Savills believes that London needs to build new homes at the rate of 50,000 a year to meet forecast housing need, over 80 per cent costing no more than £700 per square foot, with the bulk costing under £450 per square foot.  This requires new locations to be identified, made accessible and developed, requiring simultaneous investment in placemaking as well as infrastructure. 

London is facing a bill of at least £95 billion to deliver the infrastructure needed by 2050.  This includes two Crossrail lines, extensions to the Bakerloo line, DLR and Overground as well as some HS2 cost, road improvements.  Such investment will open up new, lower value parts of London, by reducing journey times and commuter capacity to the centre.

But, says Susan Emmett, Savills residential research director: "Building new transport routes and opening new stations must go hand in hand with place improvement for neighbourhoods to realise their full potential." 

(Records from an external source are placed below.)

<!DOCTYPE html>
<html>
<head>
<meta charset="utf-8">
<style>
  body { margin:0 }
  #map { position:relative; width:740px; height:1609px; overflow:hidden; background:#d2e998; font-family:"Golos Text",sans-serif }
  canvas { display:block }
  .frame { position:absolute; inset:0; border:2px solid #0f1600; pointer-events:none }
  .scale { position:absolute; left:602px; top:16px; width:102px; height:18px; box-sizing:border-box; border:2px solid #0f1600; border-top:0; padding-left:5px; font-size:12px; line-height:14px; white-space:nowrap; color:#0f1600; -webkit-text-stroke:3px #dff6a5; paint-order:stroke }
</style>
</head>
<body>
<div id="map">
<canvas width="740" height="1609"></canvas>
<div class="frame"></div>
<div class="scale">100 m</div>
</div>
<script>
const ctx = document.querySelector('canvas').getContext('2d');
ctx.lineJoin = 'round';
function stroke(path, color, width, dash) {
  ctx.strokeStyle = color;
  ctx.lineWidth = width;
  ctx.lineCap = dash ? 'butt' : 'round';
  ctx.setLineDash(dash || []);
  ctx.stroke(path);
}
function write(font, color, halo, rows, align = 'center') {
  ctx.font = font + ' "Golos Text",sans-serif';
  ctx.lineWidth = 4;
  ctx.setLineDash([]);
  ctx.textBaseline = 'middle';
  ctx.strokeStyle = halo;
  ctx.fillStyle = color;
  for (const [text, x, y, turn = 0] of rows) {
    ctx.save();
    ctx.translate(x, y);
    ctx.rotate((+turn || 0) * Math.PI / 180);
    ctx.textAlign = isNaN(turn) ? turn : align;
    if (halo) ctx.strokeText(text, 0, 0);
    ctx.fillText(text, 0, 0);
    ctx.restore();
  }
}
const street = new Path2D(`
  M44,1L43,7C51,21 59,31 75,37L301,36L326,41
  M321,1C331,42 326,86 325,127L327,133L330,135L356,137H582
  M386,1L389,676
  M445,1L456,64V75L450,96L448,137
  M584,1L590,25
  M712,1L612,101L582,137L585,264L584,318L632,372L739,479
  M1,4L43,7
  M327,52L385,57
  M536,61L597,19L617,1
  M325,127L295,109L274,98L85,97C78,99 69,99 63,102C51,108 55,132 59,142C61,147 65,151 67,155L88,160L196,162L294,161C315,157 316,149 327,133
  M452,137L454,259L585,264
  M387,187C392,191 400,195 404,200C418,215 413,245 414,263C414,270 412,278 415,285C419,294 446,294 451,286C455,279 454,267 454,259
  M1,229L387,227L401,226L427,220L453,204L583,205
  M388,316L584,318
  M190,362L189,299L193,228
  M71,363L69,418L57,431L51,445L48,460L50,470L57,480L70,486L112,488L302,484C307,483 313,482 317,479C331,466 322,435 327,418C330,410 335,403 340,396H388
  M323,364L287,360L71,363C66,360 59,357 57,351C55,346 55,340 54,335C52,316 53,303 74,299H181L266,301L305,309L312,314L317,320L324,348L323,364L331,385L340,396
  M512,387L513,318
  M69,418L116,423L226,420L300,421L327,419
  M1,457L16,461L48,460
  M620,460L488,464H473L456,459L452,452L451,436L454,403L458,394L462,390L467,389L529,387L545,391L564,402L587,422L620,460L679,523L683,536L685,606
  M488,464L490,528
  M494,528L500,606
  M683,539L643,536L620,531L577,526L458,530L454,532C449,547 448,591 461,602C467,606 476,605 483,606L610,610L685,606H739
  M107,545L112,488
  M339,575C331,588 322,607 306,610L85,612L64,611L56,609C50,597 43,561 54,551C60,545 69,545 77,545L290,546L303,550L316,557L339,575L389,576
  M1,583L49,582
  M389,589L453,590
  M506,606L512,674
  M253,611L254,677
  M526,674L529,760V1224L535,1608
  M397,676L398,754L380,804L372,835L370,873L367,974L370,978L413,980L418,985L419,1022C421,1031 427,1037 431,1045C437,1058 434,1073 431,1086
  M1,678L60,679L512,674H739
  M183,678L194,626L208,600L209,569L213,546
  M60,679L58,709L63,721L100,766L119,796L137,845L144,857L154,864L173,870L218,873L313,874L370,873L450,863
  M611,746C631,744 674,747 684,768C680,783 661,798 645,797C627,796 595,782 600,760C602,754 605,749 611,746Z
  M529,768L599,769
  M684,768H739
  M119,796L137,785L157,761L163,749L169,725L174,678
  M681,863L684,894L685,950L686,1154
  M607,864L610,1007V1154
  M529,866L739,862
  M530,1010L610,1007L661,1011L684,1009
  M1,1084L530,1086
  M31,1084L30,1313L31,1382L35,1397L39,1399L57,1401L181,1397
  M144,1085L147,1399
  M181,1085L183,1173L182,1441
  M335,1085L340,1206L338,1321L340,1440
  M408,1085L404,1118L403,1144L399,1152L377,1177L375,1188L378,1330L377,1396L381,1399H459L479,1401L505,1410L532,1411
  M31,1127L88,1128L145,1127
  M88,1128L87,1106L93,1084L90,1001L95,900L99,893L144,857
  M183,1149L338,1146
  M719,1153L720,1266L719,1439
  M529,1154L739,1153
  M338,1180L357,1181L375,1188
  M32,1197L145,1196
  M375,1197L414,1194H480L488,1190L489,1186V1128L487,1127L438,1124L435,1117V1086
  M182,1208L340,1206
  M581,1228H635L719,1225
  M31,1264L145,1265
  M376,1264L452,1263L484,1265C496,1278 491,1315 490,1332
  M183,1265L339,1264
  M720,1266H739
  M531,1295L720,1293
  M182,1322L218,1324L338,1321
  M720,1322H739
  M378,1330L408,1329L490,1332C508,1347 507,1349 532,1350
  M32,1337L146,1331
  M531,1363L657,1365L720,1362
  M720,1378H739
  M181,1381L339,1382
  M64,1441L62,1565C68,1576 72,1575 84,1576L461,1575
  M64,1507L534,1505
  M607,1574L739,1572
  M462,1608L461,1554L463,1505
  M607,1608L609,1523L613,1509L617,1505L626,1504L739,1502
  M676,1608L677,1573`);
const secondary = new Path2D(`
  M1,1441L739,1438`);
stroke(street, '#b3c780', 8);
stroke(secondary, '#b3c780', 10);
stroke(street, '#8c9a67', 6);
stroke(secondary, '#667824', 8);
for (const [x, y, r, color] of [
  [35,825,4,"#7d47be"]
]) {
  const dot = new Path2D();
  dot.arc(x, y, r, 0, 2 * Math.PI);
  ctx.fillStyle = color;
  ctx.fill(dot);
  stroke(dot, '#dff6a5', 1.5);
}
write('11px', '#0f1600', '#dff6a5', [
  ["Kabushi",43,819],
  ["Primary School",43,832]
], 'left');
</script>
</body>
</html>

The firm has analysed the Crossrail effect on residential values and found that values around the four stations to the west of central London - Hanwell, West Ealing, Ealing Broadway and Acton - have outperformed the  borough average by 23 per cent over the past five years because these are locations that already had a sense of place.  By contrast, values on the north east segment of the line values continue to lag behind the borough average, despite the promise of a new station and improved journey times (10 mins shorter) into London, because of a lack of associated development to date. 

Almost 61,000 new homes are planned along the Crossrail line.  The stations to the north east - Manor Park, Ilford, Seven Kings, Goodmayes, Chadwell Heath could see the greatest growth in value if appropriate development and placemaking is carried out.

Similarly, approval for the extension of the Overground to Barking Riverside, combined with planned place improvement including 11,000 homes, could boost house prices by 67 per cent, still leaving values at a discount to competitor locations.  Bolder planning, for example by building over and around the transport nodes themselves to increase density, could boost the value of infrastructure investment still further. 

"London needs a long term vision and deep pockets if it is to accommodate forecast population growth and retain its competitiveness as a world city," says Emmett. 

"As London Mayor, Boris Johnson has argued, the retention of property revenue streams - stamp duty, land tax and business rates - could really boost the UK capital's ability to deliver development to meet the needs of its growing population."